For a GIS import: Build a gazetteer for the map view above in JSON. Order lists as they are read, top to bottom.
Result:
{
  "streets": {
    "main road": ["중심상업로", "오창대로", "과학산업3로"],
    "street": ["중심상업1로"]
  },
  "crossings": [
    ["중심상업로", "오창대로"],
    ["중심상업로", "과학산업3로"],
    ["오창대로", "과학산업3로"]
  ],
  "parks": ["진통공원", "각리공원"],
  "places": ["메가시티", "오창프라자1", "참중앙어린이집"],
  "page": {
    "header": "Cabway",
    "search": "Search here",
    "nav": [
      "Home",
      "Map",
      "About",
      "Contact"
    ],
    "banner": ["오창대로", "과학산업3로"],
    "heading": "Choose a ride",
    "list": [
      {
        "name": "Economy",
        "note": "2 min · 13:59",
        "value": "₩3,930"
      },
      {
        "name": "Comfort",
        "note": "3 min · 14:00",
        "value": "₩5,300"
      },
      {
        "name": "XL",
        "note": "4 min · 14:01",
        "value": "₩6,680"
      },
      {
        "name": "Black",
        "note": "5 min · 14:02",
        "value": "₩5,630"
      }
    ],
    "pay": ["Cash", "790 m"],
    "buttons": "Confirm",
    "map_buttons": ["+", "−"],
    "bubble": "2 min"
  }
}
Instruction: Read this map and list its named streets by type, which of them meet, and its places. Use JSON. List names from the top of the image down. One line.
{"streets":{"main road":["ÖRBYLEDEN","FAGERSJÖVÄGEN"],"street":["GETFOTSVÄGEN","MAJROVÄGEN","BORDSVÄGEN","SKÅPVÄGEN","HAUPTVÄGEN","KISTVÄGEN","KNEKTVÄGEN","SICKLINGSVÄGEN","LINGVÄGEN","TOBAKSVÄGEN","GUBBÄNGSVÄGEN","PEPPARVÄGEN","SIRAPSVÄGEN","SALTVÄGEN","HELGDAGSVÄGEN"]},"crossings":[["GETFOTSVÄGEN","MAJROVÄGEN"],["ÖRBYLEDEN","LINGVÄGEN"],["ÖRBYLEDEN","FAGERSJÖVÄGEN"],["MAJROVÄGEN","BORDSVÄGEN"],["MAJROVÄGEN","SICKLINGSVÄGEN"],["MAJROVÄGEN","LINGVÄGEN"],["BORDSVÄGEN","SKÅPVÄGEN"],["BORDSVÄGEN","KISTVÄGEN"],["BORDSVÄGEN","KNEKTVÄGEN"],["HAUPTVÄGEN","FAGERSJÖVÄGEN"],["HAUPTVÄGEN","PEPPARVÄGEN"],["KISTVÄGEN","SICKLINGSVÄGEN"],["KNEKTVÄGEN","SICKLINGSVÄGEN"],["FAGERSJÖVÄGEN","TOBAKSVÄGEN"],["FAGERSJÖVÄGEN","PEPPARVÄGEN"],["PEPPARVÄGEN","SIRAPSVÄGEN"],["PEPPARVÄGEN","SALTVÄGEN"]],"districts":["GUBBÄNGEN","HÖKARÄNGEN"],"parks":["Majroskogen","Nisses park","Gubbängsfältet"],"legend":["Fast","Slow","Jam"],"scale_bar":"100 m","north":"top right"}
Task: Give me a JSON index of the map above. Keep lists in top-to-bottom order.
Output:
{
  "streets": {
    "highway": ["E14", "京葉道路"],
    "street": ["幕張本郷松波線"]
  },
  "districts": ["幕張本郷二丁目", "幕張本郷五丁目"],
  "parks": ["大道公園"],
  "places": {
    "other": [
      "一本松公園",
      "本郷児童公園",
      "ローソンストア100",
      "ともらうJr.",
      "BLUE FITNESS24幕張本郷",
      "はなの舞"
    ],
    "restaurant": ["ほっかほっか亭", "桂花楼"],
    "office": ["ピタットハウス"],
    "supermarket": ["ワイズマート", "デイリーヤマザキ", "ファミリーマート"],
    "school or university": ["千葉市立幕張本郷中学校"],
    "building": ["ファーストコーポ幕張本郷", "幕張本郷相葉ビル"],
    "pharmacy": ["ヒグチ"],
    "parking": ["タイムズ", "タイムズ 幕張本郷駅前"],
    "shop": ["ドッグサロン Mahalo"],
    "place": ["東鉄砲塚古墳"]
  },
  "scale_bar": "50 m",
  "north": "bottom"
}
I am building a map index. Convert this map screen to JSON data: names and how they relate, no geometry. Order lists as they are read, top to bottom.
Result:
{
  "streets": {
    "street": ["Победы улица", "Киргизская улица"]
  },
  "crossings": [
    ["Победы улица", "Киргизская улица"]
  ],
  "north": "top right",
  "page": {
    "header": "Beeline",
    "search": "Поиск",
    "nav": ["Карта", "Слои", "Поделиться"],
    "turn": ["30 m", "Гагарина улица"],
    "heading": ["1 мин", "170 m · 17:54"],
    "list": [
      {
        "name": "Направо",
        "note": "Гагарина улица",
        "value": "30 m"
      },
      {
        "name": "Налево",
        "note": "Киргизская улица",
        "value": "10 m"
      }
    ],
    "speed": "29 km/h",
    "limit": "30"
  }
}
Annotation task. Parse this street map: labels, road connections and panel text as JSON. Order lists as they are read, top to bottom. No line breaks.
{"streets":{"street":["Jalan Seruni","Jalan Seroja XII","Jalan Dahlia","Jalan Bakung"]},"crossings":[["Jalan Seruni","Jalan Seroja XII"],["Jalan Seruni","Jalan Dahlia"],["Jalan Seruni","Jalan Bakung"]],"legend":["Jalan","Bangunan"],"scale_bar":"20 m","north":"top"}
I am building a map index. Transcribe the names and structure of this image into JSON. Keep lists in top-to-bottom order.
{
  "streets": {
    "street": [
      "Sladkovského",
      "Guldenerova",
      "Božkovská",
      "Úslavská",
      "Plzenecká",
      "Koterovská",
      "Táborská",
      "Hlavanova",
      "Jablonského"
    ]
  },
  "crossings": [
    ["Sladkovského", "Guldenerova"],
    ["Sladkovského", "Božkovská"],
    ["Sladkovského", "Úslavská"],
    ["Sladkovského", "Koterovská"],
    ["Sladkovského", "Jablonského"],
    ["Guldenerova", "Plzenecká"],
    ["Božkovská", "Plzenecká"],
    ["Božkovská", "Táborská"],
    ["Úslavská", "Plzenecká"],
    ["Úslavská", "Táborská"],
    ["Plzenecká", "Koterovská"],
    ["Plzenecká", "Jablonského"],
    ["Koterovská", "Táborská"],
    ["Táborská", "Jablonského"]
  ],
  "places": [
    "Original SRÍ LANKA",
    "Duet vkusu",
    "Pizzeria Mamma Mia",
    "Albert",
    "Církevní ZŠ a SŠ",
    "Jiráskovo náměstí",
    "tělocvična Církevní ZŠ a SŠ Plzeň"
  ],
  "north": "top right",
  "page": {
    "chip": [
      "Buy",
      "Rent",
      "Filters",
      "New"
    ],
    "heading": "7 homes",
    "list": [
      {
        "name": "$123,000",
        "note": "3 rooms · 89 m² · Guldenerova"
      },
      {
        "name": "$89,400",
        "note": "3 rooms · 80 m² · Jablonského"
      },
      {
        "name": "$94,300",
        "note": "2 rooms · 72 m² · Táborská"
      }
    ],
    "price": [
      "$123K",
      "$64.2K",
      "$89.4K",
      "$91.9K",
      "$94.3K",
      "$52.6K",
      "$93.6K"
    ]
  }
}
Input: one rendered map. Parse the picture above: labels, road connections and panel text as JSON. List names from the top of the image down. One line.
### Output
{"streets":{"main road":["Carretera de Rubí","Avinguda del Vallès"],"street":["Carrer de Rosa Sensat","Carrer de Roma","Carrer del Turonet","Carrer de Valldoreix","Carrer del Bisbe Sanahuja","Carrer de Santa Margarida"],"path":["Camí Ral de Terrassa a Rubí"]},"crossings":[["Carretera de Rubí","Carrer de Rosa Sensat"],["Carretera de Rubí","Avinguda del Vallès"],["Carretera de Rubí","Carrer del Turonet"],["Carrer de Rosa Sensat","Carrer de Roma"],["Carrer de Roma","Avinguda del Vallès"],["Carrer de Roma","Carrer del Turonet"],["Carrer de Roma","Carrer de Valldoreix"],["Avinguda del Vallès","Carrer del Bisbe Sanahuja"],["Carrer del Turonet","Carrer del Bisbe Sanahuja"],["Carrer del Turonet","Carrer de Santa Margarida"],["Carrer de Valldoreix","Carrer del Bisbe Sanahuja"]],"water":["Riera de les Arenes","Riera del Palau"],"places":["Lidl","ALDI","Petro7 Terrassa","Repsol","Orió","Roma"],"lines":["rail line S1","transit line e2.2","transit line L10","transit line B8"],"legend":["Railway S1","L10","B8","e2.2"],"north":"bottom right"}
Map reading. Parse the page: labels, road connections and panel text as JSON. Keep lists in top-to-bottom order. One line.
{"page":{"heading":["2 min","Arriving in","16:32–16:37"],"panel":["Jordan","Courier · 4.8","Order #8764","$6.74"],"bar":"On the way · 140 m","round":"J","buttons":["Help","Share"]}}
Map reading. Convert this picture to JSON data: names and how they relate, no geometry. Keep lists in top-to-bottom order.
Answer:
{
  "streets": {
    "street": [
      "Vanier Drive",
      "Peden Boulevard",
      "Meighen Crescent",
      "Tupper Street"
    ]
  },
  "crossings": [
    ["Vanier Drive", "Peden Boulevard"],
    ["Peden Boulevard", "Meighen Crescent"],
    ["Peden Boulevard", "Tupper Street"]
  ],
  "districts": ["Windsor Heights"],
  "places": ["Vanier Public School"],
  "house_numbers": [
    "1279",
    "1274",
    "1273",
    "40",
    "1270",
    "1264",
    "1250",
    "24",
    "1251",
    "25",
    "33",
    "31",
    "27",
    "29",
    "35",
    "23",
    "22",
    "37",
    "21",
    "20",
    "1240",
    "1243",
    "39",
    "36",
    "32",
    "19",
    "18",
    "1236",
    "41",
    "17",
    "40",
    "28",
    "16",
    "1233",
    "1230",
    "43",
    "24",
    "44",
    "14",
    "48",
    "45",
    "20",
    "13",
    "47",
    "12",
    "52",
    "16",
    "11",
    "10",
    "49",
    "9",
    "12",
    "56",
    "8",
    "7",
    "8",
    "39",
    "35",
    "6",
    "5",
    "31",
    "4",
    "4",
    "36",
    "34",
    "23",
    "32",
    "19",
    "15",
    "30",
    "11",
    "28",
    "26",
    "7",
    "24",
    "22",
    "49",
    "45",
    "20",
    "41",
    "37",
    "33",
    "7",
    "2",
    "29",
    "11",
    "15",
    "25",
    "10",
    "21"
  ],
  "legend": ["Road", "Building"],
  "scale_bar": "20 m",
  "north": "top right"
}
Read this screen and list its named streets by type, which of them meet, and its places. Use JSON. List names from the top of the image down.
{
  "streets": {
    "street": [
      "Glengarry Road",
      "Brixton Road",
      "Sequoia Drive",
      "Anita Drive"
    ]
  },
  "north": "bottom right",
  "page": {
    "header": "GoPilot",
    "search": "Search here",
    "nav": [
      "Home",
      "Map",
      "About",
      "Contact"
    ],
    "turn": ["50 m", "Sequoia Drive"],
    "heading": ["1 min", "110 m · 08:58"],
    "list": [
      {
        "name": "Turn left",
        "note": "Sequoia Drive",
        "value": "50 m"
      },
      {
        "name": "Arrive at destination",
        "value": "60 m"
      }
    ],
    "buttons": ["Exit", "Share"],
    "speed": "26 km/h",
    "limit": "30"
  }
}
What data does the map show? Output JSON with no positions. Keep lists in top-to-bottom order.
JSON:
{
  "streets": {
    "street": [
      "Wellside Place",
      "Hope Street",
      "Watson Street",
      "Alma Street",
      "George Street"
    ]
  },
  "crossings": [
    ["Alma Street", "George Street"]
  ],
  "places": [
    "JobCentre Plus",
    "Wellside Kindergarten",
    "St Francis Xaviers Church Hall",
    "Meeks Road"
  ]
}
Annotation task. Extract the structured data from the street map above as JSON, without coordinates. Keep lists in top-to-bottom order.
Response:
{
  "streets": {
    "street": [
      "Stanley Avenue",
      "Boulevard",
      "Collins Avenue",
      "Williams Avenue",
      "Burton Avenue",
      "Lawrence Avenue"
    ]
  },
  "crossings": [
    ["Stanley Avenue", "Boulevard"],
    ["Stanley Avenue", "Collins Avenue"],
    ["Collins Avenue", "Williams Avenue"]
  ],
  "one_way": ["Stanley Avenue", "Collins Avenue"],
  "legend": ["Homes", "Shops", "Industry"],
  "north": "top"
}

────

TASK ITEM: Look back at the entries above and repeat, unchanged, every line from the line holding "Map reading. Parse" through the line holding "Map reading. Convert".

SOLUTION TO THIS PROBLEM:
Map reading. Parse the page: labels, road connections and panel text as JSON. Keep lists in top-to-bottom order. One line.
{"page":{"heading":["2 min","Arriving in","16:32–16:37"],"panel":["Jordan","Courier · 4.8","Order #8764","$6.74"],"bar":"On the way · 140 m","round":"J","buttons":["Help","Share"]}}
Map reading. Convert this picture to JSON data: names and how they relate, no geometry. Keep lists in top-to-bottom order.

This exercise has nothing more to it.